Assessment data, in the form of Universal Screening, can identify a learning difficulty early in a student’s school career.

Universal Screening in the elementary grades, even as early as kindergarten or first grade, helps identify students who have started behind their peers or who may be falling behind. Once a student has been identified as needing intervention in the form of additional support or a change in curriculum, the appropriate steps can be taken to help the student catch up. 

For example, a grade one student who is identified as six months behind her peer group in key numeracy skills will likely have difficulty accessing the core curriculum and is at risk for falling further behind. A six-month gap in numeracy skills might increase to a gap of several years in a wide variety of domains by middle school. Resolving a six-month learning gap in numeracy for a first-grade student is far easier than dealing with a situation where a middle school student is several years behind in multiple domains.

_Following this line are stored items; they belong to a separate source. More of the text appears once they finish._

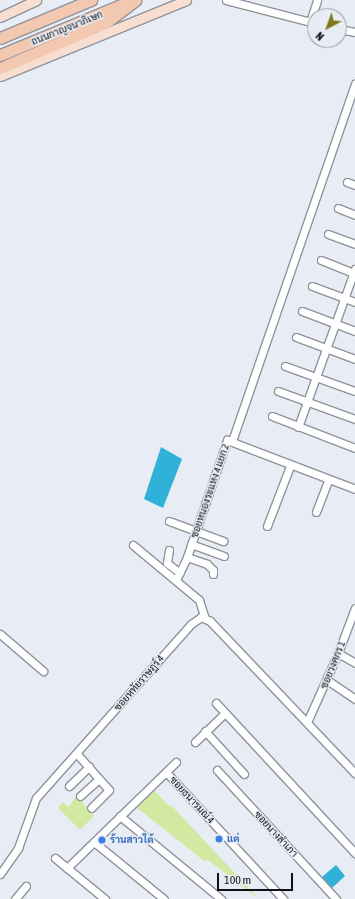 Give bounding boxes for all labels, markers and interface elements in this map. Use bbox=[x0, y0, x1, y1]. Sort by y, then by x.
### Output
street label: ถนนกาญจนาภิเษก bbox=[30, 8, 104, 48]
north arrow bbox=[307, 8, 347, 48]
text: N bbox=[313, 30, 326, 43]
street label: ซอยหนองระแหง 4 แยก 2 bbox=[188, 442, 232, 540]
street label: ซอยวงศกร 1 bbox=[318, 640, 348, 690]
street label: ซอยหทัยราษฎร์ 4 bbox=[112, 653, 166, 713]
street label: ซอยธนารมณ์ 4 bbox=[167, 774, 217, 826]
street label: ซอยนางสำเภา bbox=[252, 809, 300, 859]
place label: แต่ bbox=[227, 833, 239, 845]
place label: ร้านสาวใต้ bbox=[110, 834, 154, 846]
marker: แต่ bbox=[214, 834, 224, 844]
marker: ร้านสาวใต้ bbox=[97, 835, 107, 845]
scale bar bbox=[219, 865, 295, 891]
text: 100 m bbox=[224, 873, 251, 887]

Identifying Learning Difficulties Early In the School Year

When universal screening is administered at the beginning of the school year, gaps in learning can be identified in the fall and followed by appropriate interventions when necessary. Nearly the entire school year can be structured around the remediation and monitoring of the learning gap between a student and his peers.

If a student is not assessed until the spring, and if results are not immediately available, nearly the entire school year may pass without the opportunity to solve the problem for the student.

Determining if Intervention is Working

Assessment data can help answer one of the most important questions; “is our intervention working for this student?”

Identifying a student in-need, and prescribing and implementing an intervention is not enough. We must make sure that intervention works for the student. The goal of the intervention is to help the student catch up to her peer group. If the student continues to lag behind classmates, it will be frustrating and difficult to benefit from core instruction. If the student continues to fall behind, the learning gap may be nearly insurmountable in later years.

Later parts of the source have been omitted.